- [INSTRUCTIONS TO FOLLOW]: Return each line of the data below that contains the string "nowrap".

(Stored items)
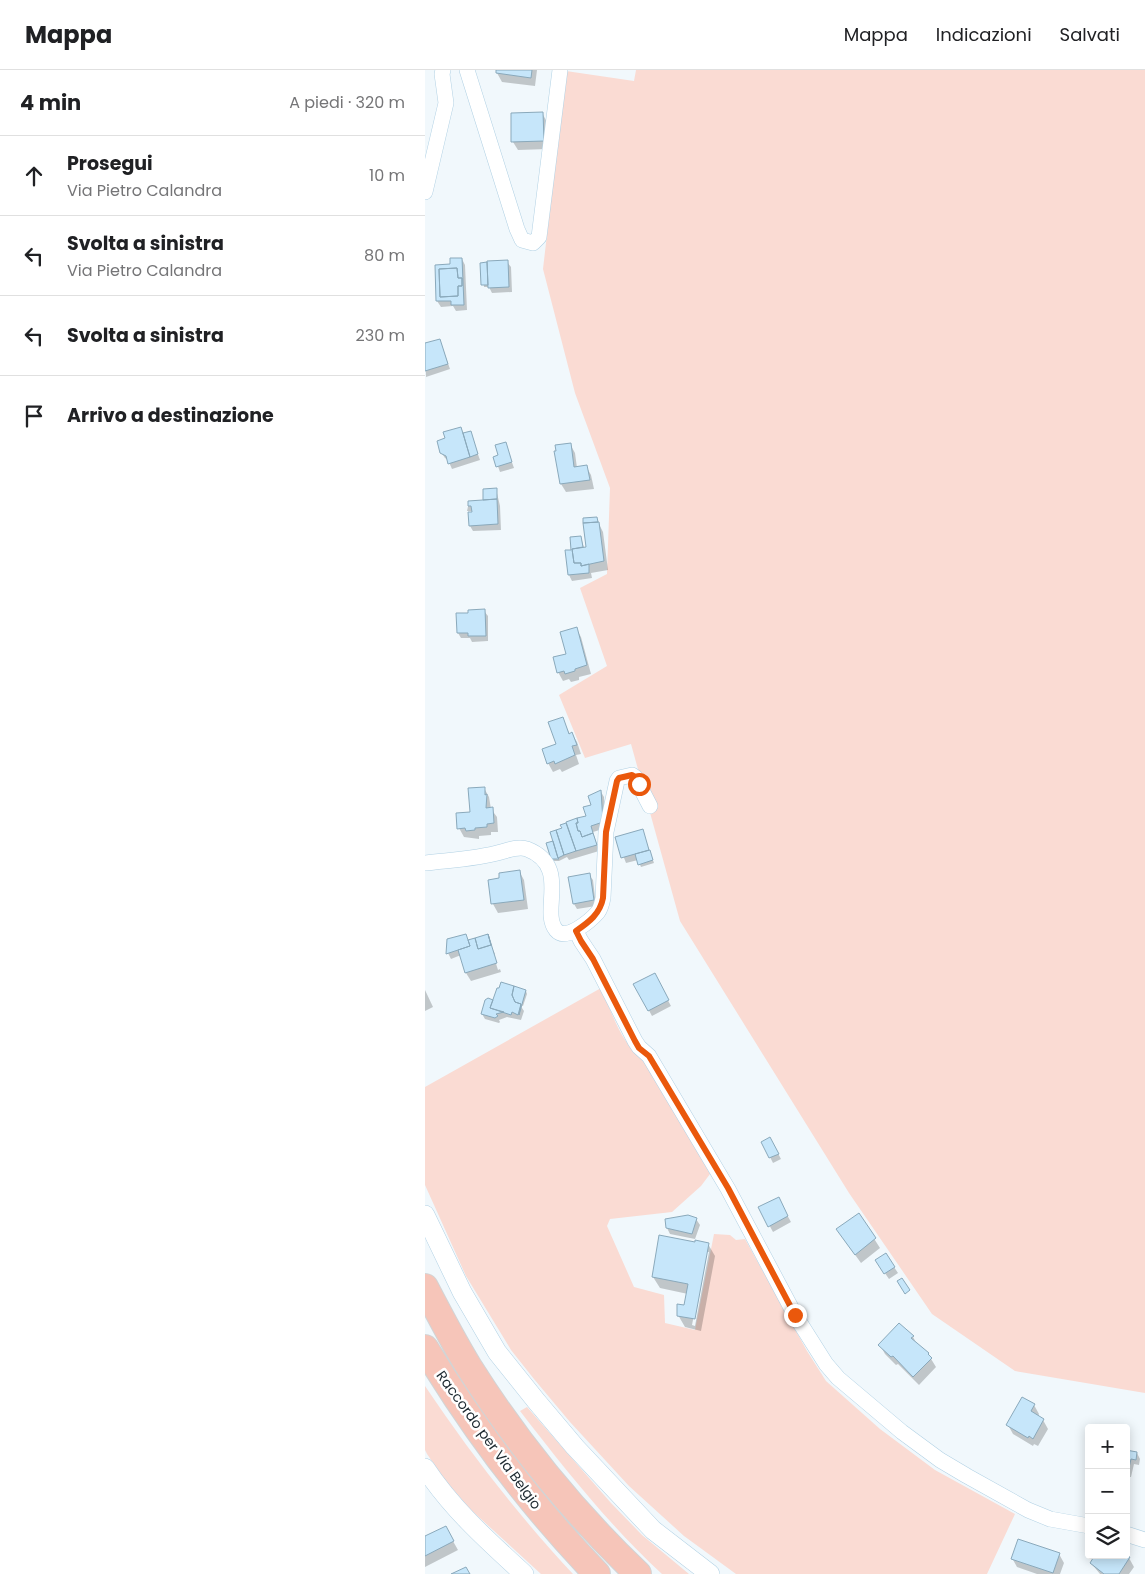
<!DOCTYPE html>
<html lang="it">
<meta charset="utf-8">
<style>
:root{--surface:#fff;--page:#f6f6f6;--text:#202124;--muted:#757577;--line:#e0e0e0}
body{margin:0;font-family:Poppins,sans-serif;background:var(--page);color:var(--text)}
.controls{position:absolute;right:15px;bottom:15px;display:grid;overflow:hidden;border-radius:5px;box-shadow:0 2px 12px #0003}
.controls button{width:45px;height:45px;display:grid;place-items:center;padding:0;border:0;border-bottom:1px solid var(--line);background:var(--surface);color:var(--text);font:25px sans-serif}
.stop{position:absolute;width:15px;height:15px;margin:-11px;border:4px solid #ea580c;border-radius:50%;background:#fff}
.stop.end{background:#ea580c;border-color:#fff;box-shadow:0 1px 5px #0008}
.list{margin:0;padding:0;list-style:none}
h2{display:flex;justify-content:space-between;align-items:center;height:65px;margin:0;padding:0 20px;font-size:21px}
h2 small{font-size:16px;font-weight:400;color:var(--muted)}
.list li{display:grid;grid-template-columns:32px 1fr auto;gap:15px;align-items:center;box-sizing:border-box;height:80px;padding:0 20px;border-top:1px solid var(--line)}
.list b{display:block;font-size:19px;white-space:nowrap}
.list p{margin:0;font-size:16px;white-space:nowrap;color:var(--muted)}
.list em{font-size:16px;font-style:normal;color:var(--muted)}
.icon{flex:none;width:28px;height:28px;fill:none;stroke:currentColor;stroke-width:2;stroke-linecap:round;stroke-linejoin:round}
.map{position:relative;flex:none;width:720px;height:1504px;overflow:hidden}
header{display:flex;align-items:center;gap:30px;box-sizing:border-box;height:70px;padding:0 25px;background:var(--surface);border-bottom:1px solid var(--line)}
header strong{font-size:24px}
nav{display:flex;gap:28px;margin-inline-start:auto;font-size:18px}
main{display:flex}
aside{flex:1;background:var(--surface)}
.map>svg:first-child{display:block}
.green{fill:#fadbd3}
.shadow{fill:#0003;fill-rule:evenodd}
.building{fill:#c6e6fa;stroke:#8aa9bb;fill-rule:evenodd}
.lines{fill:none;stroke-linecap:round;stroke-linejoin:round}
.minor-casing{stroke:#b1d1e4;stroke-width:16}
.tertiary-casing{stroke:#b1d1e4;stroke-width:20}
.motorway-casing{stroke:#d2d4d5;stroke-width:28}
.minor{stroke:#fff;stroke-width:15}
.tertiary{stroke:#fff;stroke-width:19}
.motorway{stroke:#f6c5b9;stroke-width:26}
.route{stroke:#ea580c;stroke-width:6}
.labels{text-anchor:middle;stroke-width:5;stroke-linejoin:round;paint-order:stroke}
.street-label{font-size:14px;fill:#1c282f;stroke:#fff}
</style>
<header>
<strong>Mappa</strong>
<nav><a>Mappa</a><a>Indicazioni</a><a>Salvati</a></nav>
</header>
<main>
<aside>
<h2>4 min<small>A piedi · 320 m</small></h2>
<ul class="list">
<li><svg class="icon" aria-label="ahead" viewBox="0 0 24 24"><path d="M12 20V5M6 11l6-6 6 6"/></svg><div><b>Prosegui</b><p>Via Pietro Calandra</p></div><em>10 m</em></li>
<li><svg class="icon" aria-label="left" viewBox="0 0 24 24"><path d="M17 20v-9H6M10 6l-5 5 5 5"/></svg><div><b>Svolta a sinistra</b><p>Via Pietro Calandra</p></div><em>80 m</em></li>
<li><svg class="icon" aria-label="left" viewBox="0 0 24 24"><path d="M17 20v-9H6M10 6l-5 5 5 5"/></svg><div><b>Svolta a sinistra</b></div><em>230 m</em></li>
<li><svg class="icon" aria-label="arrive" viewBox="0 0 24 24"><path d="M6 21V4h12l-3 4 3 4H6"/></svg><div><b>Arrivo a destinazione</b></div></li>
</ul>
</aside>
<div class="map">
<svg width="720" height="1504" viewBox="0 0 720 1504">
<rect width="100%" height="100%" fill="#f1f8fc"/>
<!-- green -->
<path class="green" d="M 211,0 L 720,0 L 720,1323 L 590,1301 L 507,1244 L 424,1123 L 255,851 L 206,674 L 160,688 L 134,625 L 182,596 L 155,518 L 182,504 L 185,418 L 150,323 L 118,199 L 141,1 L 209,11 Z
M 176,918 C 189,947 195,973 222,993 L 285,1104 L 276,1116 L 247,1142 L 185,1149 L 182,1156 L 209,1217 L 239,1225 L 240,1253 L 270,1260 L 289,1164 L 305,1165 L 311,1170 L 320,1169 L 382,1281 L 401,1311 L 455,1359 L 510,1400 L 590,1444 L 562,1504 L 311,1504 L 259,1466 L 204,1416 L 145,1352 L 109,1309 L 86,1280 L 41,1206 L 0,1115 L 0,1017 Z
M 0,1316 C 45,1383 93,1445 148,1504 L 116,1504 L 45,1439 L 20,1410 L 2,1384 L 0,1380 Z
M 102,1337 L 186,1433 L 217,1465 L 264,1504 L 237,1504 C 184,1455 139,1398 95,1341 Z"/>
<!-- shadow -->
<path class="shadow" d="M 73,0 L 112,0 L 110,16 L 77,12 L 72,3 Z
M 117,43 L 122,52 L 123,79 L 93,80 L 88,72 Z
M 37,189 L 40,195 L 42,240 L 31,241 L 28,236 L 16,237 L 12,231 L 11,196 L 26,195 Z
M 82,192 L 86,197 L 87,222 L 67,223 L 64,217 L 59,217 L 57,194 Z
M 15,270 L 25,299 L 1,307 L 0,275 Z
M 36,358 L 39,364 L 45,362 L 55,390 L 27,399 L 23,390 L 20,388 L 16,382 L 22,369 Z
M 80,373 L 89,398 L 75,402 L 70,388 L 74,386 Z
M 145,374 L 150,383 L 152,398 L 161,396 L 166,405 L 169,419 L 141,422 L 136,414 Z
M 71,419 L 75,436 L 76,460 L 48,461 L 45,456 L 49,441 L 42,441 L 44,432 L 60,431 Z
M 171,448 L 178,462 L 183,500 L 166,503 L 167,508 L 147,511 L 144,505 L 141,481 L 148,481 L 147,478 L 156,467 L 159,478 L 162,478 L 168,451 Z
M 59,541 L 63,546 L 63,571 L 47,572 L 45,568 L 36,568 L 33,563 L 45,544 Z
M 151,558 L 156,567 L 166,604 L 154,607 L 154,610 L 146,612 L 144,609 L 138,611 L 133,602 L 142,585 Z
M 137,649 L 145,664 L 147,664 L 152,672 L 156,684 L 151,685 L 154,694 L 137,702 L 135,699 L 128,702 L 123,693 L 132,675 Z
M 59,718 L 64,727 L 66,739 L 72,747 L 73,762 L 66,762 L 66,765 L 54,766 L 54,769 L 39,767 L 34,758 L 47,743 Z
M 176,722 L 179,727 L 181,758 L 168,762 L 174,781 L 144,790 L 142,787 L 134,791 L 129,791 L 127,788 L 129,772 L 138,759 L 137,756 L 162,746 Z
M 217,760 L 229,793 L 216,797 L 213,790 L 201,793 L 191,767 Z
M 94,801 L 99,810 L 103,839 L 73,843 L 68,834 L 65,811 L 76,809 Z
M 164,805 L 168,810 L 171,836 L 152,839 L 149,834 Z
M 44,871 L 66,876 L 70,884 L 68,884 L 73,900 L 75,899 L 76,902 L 46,911 L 41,903 L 36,885 L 26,889 L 23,883 Z
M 229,905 L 246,936 L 227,946 L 210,915 Z
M 0,920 L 8,937 L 0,941 Z
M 101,921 L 102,924 L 98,936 L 95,935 L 99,941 L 96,950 L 82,947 L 74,950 L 75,952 L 74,953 L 60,949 L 57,944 L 69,931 Z
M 338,1073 L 348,1074 L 356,1089 L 348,1093 Z
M 356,1134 L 366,1152 L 348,1162 L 335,1138 Z
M 434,1145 L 455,1178 L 436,1193 L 418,1168 Z
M 271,1149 L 275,1155 L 270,1169 L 245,1164 L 242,1158 Z
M 283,1174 L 290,1186 L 276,1261 L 260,1257 L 253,1245 L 260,1236 L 263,1224 L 235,1218 L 228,1207 ZM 281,1182 L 284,1182 L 270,1256 L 267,1255 Z
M 461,1185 L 473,1203 L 464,1209 L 455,1196 Z
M 488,1267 L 492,1274 L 503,1284 L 511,1297 L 494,1315 L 473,1294 L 471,1295 L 460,1284 L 455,1275 Z
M 598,1329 L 609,1335 L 614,1344 L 613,1347 L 618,1350 L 623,1359 L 613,1376 L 609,1374 L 608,1376 L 588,1364 L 583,1355 Z
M 701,1381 L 712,1383 L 715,1389 L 714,1395 L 709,1394 L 706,1407 L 704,1407 L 703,1409 L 701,1409 Z
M 20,1457 L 33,1480 L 0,1497 L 0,1468 Z
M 634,1484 L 639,1493 L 635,1504 L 612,1504 L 592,1497 L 587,1488 Z
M 704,1488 L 709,1497 L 704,1504 L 675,1504 L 666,1493 Z"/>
<!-- building -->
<path class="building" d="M 71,0 L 107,0 L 106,8 L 71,3 Z
M 118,42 L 119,71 L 86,72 L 86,43 Z
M 25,188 L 37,188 L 39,235 L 26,235 L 26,231 L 11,231 L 10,195 L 25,194 ZM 32,198 L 33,208 L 37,208 L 37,216 L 33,216 L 33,226 L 15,227 L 14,199 Z
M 83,190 L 84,217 L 63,218 L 62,191 Z
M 62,192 L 63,215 L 56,215 L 55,193 Z
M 32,198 L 33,208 L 37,208 L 37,216 L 33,216 L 33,226 L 15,227 L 14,199 Z
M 15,269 L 23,294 L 0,301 L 0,273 Z
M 36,357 L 45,387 L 23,394 L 21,386 L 15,383 L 12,371 L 20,368 L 18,362 Z
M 46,361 L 53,384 L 45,387 L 38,363 Z
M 81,372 L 87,392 L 71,397 L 68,387 L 73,385 L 70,375 Z
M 146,373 L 149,397 L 162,395 L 165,410 L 135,414 L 129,381 L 131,381 L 130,375 Z
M 72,418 L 72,429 L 58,430 L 58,419 Z
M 72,429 L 73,454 L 44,456 L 43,442 L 47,442 L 46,436 L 43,436 L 43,431 Z
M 172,447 L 173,452 L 158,453 L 158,448 Z
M 174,452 L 179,491 L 156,496 L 156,493 L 149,493 L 147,479 L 161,477 L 158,453 Z
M 156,466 L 158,477 L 147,479 L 149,493 L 156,493 L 156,496 L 164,494 L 164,503 L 143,505 L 140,480 L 146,480 L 145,467 Z
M 60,539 L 61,566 L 43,566 L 43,563 L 32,563 L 31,543 L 43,543 L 43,540 Z
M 152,557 L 162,595 L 150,599 L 150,601 L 140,604 L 139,601 L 132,603 L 128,587 L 141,584 L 135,562 Z
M 138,647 L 144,664 L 147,662 L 152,675 L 147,676 L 150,685 L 130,694 L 129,691 L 122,694 L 117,679 L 131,674 L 123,652 Z
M 60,717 L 60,725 L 62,724 L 61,738 L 68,737 L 69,753 L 62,754 L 62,757 L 50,758 L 50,760 L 41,761 L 40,758 L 32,759 L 31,743 L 45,742 L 43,718 Z
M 176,720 L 178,752 L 166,756 L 168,763 L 157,767 L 155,761 L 153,761 L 151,753 L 153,753 L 152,748 L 161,746 L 158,737 L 166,735 L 163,726 Z
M 152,748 L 153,753 L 151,753 L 153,761 L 155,761 L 157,767 L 168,763 L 172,775 L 151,781 L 141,752 Z
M 141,753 L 151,781 L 139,785 L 131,760 L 137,758 L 135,755 Z
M 218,759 L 224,780 L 196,788 L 190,767 Z
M 131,760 L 139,785 L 133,788 L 125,762 Z
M 128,771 L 133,788 L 134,789 L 126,789 L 121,773 Z
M 225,780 L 228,790 L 213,795 L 210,784 Z
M 95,800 L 99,830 L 66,834 L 63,810 L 74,808 L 74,803 Z
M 165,803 L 169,830 L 148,834 L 143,807 Z
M 41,864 L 45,876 L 21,884 L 22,869 Z
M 63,864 L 72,893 L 40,903 L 33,880 L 45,876 L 43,870 L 50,868 L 53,879 L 66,875 Z
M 63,864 L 66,875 L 53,879 L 50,868 Z
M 230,903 L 244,930 L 223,941 L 208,914 Z
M 76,912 L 89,916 L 87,925 L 90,932 L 96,934 L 93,945 L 87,942 L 86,945 L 65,938 L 72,918 L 74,918 Z
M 89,916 L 101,920 L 94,945 L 96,934 L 90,932 L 87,925 Z
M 63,928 L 68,930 L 65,938 L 79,942 L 71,944 L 73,946 L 70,948 L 56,944 L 60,930 Z
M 345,1067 L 354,1084 L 344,1088 L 336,1072 Z
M 354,1127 L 363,1146 L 343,1157 L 333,1137 Z
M 434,1143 L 451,1168 L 430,1185 L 411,1159 Z
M 263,1145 L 272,1148 L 267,1164 L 241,1158 L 240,1149 Z
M 234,1165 L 270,1172 L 270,1170 L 284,1173 L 270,1249 L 252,1246 L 252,1234 L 259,1235 L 263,1214 L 227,1207 Z
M 461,1183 L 470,1197 L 459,1204 L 450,1190 Z
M 477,1208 L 485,1220 L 480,1224 L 472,1211 Z
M 474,1253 L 489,1266 L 486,1268 L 504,1283 L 503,1284 L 507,1288 L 488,1307 L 468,1286 L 466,1287 L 453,1275 Z
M 597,1327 L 610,1334 L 606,1341 L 619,1349 L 608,1369 L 604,1366 L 603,1368 L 581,1355 Z
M 701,1380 L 712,1382 L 711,1390 L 706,1389 L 703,1402 L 701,1402 Z
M 21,1456 L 29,1471 L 0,1486 L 0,1466 Z
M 593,1469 L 635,1483 L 628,1503 L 586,1489 Z
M 670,1485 L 701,1485 L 705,1487 L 694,1504 L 679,1504 L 665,1493 Z
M 41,1497 L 45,1504 L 26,1504 Z"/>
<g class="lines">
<defs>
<path id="minor" d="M 42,0 L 92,159 L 97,170 L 108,173 L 114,167 L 135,0
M 0,122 L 21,33 L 17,4 L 18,0
M 0,793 C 25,790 52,789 76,782 C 84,780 94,776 102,779 C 146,796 115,841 131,860 C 141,872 166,850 173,842 C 176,838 177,833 178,828 L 181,762 L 192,711 L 194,708 L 207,705 L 210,707 L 225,736
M 151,861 L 156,871 L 168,889 L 210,971 L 214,977 L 224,986 L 303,1119 L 370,1245 L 401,1294 L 413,1308 L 477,1362 L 515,1390 L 542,1406 L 603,1440 L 625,1449 L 664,1456
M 701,1464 L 720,1470"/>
<path id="tertiary" d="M 0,1145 L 37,1222 L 72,1282 L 112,1332 L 150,1377 L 228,1460 L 285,1504
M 0,1398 C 27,1439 63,1471 99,1504"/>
<path id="motorway" d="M 0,1217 C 14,1244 28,1271 44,1297 C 92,1373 148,1442 213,1504
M 0,1278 C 49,1360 106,1435 172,1504"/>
</defs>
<!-- minor casing -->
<use href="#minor" class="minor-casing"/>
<!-- tertiary casing -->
<use href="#tertiary" class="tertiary-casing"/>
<!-- motorway casing -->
<use href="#motorway" class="motorway-casing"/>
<!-- minor -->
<use href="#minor" class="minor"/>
<!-- tertiary -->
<use href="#tertiary" class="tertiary"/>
<!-- motorway -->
<use href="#motorway" class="motorway"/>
</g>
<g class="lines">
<!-- route -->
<path class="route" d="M 214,714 L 210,707 L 207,705 L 194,708 L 192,711 L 181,762 L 178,828 C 175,844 164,852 151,861 L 156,871 L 168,889 L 210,971 L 214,978 L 224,986 L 303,1118 L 370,1245"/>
</g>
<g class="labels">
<!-- street labels -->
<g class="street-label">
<text transform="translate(64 1370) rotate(54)" y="5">Raccordo per Via Belgio</text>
</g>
</g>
</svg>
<div class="controls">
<button>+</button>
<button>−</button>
<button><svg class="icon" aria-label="layers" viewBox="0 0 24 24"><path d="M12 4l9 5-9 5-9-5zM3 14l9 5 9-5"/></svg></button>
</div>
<div class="stop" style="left:214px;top:714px"></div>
<div class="stop end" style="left:370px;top:1245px"></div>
</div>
</main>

- [EXERCISE SOLUTION]:
.list b{display:block;font-size:19px;white-space:nowrap}
.list p{margin:0;font-size:16px;white-space:nowrap;color:var(--muted)}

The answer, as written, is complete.